= Peeter Rebane =

Estonian film director and entrepreneur

Peeter Rebane (born 24 April 1973) is an Estonian film director, producer and entrepreneur.

==Education==
He studied at Oxford University and graduated from Harvard University cum laude majoring in economics, psychology and visual arts. He has studied directing and film production at the University of Southern California, School of Cinematic Arts and has further trained at Judith Weston Studio For Actors And Directors. He is a co-founder of the film production company The Factory. In 2013, he was named Ernst & Young's Entrepreneur of the Year in Estonia.

==Directing==
Rebane's directing portfolio includes feature films Sailing to Freedom (in development), documentaries Tashi Delek (2015), and Robbie Williams: Fans Journey to Tallinn (2014) and numerous music videos including for Moby's "Wait for Me", Pet Shop Boys' "Together", The Heft's "Born to Live", Liisi Koikson's "Üle Vee" and Daniel Lévi's "Summer Love". Together with Russell Thomas, Rebane directed and produced the concert film Robbie Williams: Live in Tallinn (2013).
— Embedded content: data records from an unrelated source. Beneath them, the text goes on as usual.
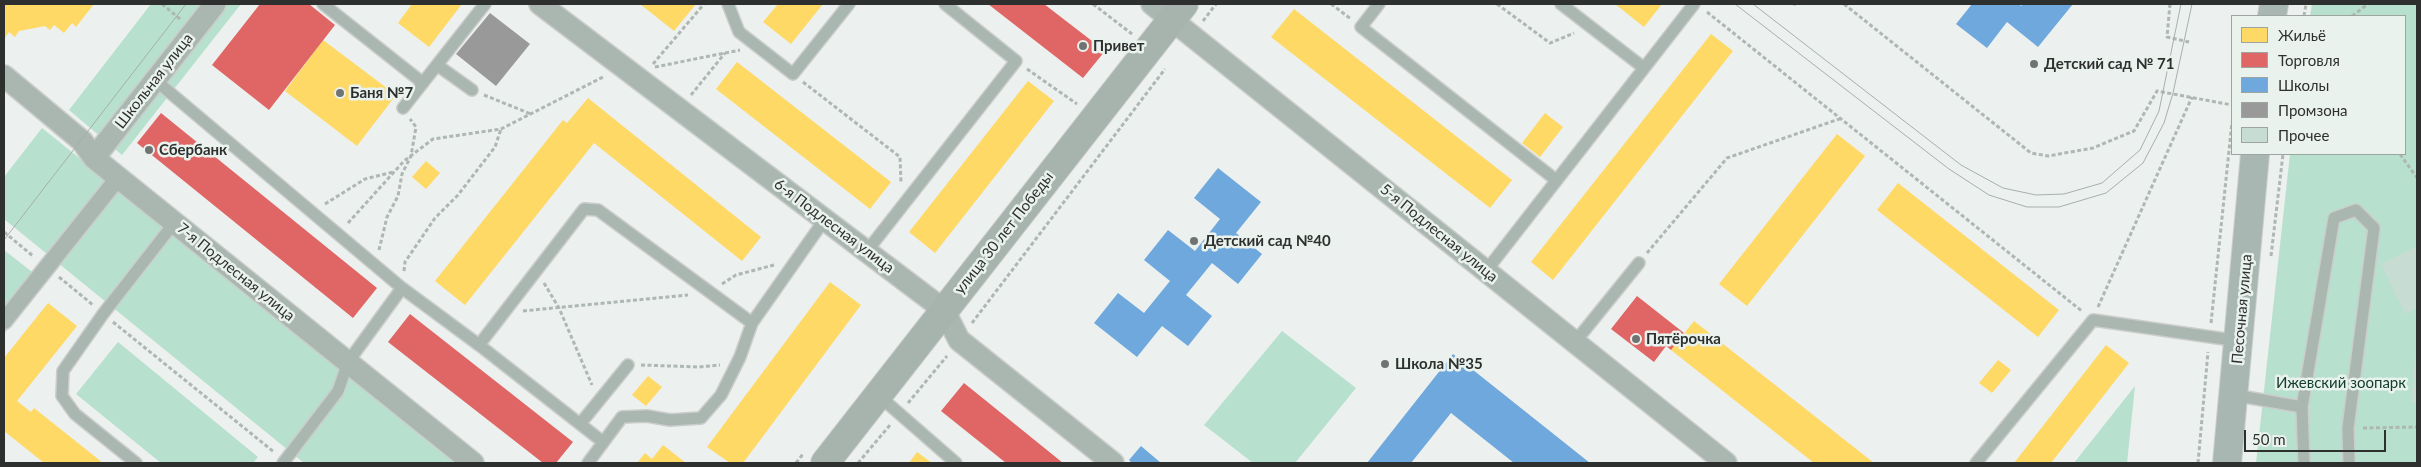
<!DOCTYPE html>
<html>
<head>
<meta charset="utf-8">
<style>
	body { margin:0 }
	#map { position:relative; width:2421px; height:467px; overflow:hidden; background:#ecf0ee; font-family:Lato,sans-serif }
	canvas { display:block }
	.frame { position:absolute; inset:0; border:5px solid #2d302f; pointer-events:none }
	.legend { position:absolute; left:2231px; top:15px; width:175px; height:140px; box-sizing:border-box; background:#eaf2ee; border:1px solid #9ea4a2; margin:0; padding:6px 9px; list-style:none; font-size:15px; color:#2d302f }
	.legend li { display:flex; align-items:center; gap:10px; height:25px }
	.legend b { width:25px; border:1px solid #9ea4a2 }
	.scale { position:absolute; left:2244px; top:430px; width:142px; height:22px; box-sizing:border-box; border:2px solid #2d302f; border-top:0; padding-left:6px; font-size:15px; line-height:18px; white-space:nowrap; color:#2d302f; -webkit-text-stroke:4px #eaf2ee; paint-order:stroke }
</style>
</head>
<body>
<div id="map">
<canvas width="2421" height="467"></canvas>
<div class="frame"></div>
<ul class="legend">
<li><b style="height:14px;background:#ffd966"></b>Жильё</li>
<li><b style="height:14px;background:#e06666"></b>Торговля</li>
<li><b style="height:14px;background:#6fa8dc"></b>Школы</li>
<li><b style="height:14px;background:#999"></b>Промзона</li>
<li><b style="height:14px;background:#c7dcd3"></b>Прочее</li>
</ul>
<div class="scale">50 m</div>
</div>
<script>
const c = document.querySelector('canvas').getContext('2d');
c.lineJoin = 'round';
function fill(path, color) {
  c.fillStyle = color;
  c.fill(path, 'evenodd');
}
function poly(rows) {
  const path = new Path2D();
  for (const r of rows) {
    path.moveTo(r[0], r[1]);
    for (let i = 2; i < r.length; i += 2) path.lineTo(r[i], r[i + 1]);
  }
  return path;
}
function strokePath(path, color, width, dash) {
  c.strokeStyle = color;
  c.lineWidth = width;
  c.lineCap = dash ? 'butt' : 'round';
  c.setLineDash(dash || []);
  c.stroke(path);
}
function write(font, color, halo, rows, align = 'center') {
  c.font = font + ' Lato,sans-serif';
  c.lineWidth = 5;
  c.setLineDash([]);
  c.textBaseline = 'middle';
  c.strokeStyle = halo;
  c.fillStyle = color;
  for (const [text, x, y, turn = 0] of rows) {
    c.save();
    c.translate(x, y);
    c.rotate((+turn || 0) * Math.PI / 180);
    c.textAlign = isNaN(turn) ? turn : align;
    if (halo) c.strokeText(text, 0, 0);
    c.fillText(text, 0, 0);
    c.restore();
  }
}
fill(poly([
	[151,4,241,4,122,155,69,110],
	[2312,4,2417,4,2417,463,2256,463,2290,154,2405,154,2405,16,2310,16],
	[42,128,118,189,454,463,304,463,4,219,4,177],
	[4,250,45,282,4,334],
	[1282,331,1356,388,1295,463,1253,463,1204,425],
	[118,342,258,457,253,463,161,463,76,394],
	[2135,386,2127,463,2074,463]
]), '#b7e0ce');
fill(poly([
	[4,4,94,4,76,27,72,23,64,33,54,25,50,30,45,26,19,31,15,37,9,32,4,39],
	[412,4,462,4,429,47,398,23],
	[640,4,696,4,674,31],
	[778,4,823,4,791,44,763,22],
	[1615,4,1662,4,1644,27],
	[1294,9,1512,180,1490,208,1271,37],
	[1711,34,1733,51,1553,280,1531,262],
	[323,40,396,95,357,146,285,91],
	[737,62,891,182,870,209,716,89],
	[1028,81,1054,101,935,253,909,232],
	[588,98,761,237,742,261,594,143,465,305,435,281,563,120,567,123],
	[1545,113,1563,127,1540,157,1522,143],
	[1837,134,1865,156,1747,306,1719,284],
	[426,161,440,173,426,189,412,177],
	[1898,183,2059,310,2038,337,1877,210],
	[830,282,861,305,743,463,730,463,707,447],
	[48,303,77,326,17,401,31,412,34,408,103,463,44,463,4,431,4,358],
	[1694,321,1874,463,1814,463,1671,350],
	[2106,345,2129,363,2051,463,2014,463],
	[1998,360,2011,370,1992,393,1979,383],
	[648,376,662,387,646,406,632,395],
	[663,445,686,463,637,463,645,453,652,459],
	[917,452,932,463,909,463]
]), '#ffd966');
fill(poly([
	[260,4,309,4,335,25,269,110,212,65],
	[988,4,1044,4,1105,51,1083,78],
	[161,113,377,288,353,318,137,143],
	[1637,296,1684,333,1671,350,1666,346,1654,362,1611,329],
	[410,314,573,442,556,463,543,463,388,342],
	[964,383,1063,463,1006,463,941,411]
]), '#e06666');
fill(poly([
	[1972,4,2019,4,2021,6,2023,4,2073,4,2038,47,2007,22,1987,48,1956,24],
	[1218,168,1261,202,1236,233,1262,254,1238,284,1212,263,1186,295,1212,316,1188,346,1162,326,1137,357,1094,323,1118,293,1144,313,1170,281,1144,260,1168,230,1195,251,1220,219,1194,198],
	[1453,354,1590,463,1514,463,1451,413,1411,463,1367,463],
	[1141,446,1161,463,1132,463,1129,460]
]), '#6fa8dc');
fill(poly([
	[490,13,530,44,496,86,456,54]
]), '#999');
fill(poly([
	[2417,246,2417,308,2405,314,2381,264],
	[2415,356,2417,357,2417,403,2411,402]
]), '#c7dcd3');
const service = poly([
	[323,4,423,83],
	[728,4,739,32,793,74,849,4],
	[1379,4,1361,27,1556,180],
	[1561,4,1644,68],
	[437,65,472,90],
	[155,80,402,288,479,345,584,209,598,210,752,323],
	[403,108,485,4],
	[867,251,1016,61,945,4],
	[1486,271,1694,4],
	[1575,342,1639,263],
	[479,345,603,442],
	[878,395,956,463],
	[2234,395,2302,407],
	[580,424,628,365],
	[136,463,75,414,62,396,63,371,103,314,174,223],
	[283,463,338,391,348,362,402,288],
	[588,463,622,417,647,416,670,420,701,418,721,395,740,357,752,323,825,219],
	[1976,463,2093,320,2239,341],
	[2304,463,2302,407,2334,218,2356,210,2374,228,2348,428,2349,463]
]);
const pedestrian = poly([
	[4,321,118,178]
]);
const minor = poly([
	[540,4,944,310,959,340,1113,463],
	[1152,4,1726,463],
	[4,76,82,141,94,158,473,463],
	[94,158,215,4]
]);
const secondary = poly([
	[825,463,1184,4]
]);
const primary = poly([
	[2272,16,2274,4],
	[2227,463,2255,154]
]);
strokePath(service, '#cacdcc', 14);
strokePath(pedestrian, '#cacdcc', 19);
strokePath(minor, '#cacdcc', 24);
strokePath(secondary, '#cacdcc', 30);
strokePath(primary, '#cacdcc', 30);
strokePath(poly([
	[162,4,180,19],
	[1093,4,1132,34],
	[1331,4,1351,19],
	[1497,4,1550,43,1574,33],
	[1793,4,1796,4],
	[1844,4,2031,153,2048,156,2093,148,2134,131,2157,91,2232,105],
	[2170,4,2167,37,2189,42],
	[1707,12,2083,312],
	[2304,16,2306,4],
	[2352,16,2368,4],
	[1203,21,1216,4],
	[653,64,704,4],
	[655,67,740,50],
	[1027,69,1077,104],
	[803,82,900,157,901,183],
	[484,95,531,114],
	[691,95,725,53],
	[2400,154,2417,178],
	[325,204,365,179,393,172],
	[348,223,404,161,433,139,501,129,603,77],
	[4,232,33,256],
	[379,250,387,217,398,196,402,174,411,156,416,127,410,119],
	[1647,253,1727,158,1842,118],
	[2271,256,2283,154],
	[404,271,405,262,435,218,458,195,495,147,501,129],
	[59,277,93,305],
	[544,283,559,308,592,385],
	[722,284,736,275,774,265],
	[2098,307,2192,97],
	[523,311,688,295],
	[113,322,274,452],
	[972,323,1165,69],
	[2211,323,2232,122],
	[641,365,699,367,720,365],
	[908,403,947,356],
	[2363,428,2417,427],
	[796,463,803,454],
	[858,463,890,425],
	[2198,463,2208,352]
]), '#aeb7b2', 3, [4, 2.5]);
strokePath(service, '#aab6b0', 11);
strokePath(pedestrian, '#aab6b0', 16);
strokePath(minor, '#aab6b0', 21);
strokePath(secondary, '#a7b4ae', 28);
strokePath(primary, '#a9b7b2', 28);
strokePath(poly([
	[1735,4,1949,169,1989,195,2027,207,2059,207,2106,193,2143,163,2164,123,2173,93,2192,4],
	[1753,4,1961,165,2003,188,2036,195,2064,194,2102,183,2140,150,2159,111,2181,4],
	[4,240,186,4]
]), '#a6afab', 1);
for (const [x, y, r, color] of [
	[1083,46,5,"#707372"],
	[2034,64,5,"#707372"],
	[340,93,5,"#707372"],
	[149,150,5,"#707372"],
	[1194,241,5,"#707372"],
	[1636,339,5,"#707372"],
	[1385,364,5,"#707372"]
]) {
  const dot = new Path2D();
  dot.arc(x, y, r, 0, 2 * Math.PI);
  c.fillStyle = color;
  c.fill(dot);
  strokePath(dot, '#eaf2ee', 2);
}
write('bold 15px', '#2d302f', '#eaf2ee', [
	["Привет",1093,46],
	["Детский сад № 71",2044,64],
	["Баня №7",350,93],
	["Сбербанк",159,150],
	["Детский сад №40",1204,241],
	["Пятёрочка",1646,339],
	["Школа №35",1395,364]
], 'left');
write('15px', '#2d302f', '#eaf2ee', [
	["Школьная улица",154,81,-52],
	["6-я Подлесная улица",834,226,37],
	["улица 30 лет Победы",1004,233,-52],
	["5-я Подлесная улица",1439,233,39],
	["7-я Подлесная улица",236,272,39],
	["Песочная улица",2242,309,-85]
]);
write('15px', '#103d2c', '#eaf2ee', [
	["Ижевский зоопарк",2341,383]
]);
</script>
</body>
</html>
He also directed the 2021 film Firebird.

==TV and film production==
Rebane was the producer of the 2002 Eurovision Song Contest, producer of the 23rd European Film Awards (2010), one of the initiators of the European Capital of Culture 2011 project and producer of the 20th anniversary concert of Estonia's re-independence for the President of Estonia.

==Concert production==
BDG, founded by Rebane (and his brother, Priit), has produced hundreds of major events and concerts in the Baltic region.

==Other work==
Rebane is a Member of the advisory board of the World Memory Film Project, has been a Member of the Board of Estonian Concert Promoters Association (2001–2011) and the President of Harvard Club of the Baltics (2004–2009).

==Personal life==
Rebane is openly gay and is a civil rights activist who champions equal rights legislation of the LGBT community in Estonia.

From 2006 to 2016, he belonged to the Estonian Centre Party.